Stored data
***
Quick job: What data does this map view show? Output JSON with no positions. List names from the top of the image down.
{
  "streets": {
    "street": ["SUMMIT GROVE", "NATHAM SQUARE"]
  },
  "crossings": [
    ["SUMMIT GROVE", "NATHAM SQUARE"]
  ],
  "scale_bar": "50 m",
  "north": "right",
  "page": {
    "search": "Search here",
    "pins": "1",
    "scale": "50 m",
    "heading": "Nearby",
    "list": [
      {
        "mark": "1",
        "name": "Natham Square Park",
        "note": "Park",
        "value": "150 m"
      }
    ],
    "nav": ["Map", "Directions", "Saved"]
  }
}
***
■ **Task to complete**
Nothing in the entries above should differ when you return them in full.

■ **Result of the exercise**
Quick job: What data does this map view show? Output JSON with no positions. List names from the top of the image down.
{
  "streets": {
    "street": ["SUMMIT GROVE", "NATHAM SQUARE"]
  },
  "crossings": [
    ["SUMMIT GROVE", "NATHAM SQUARE"]
  ],
  "scale_bar": "50 m",
  "north": "right",
  "page": {
    "search": "Search here",
    "pins": "1",
    "scale": "50 m",
    "heading": "Nearby",
    "list": [
      {
        "mark": "1",
        "name": "Natham Square Park",
        "note": "Park",
        "value": "150 m"
      }
    ],
    "nav": ["Map", "Directions", "Saved"]
  }
}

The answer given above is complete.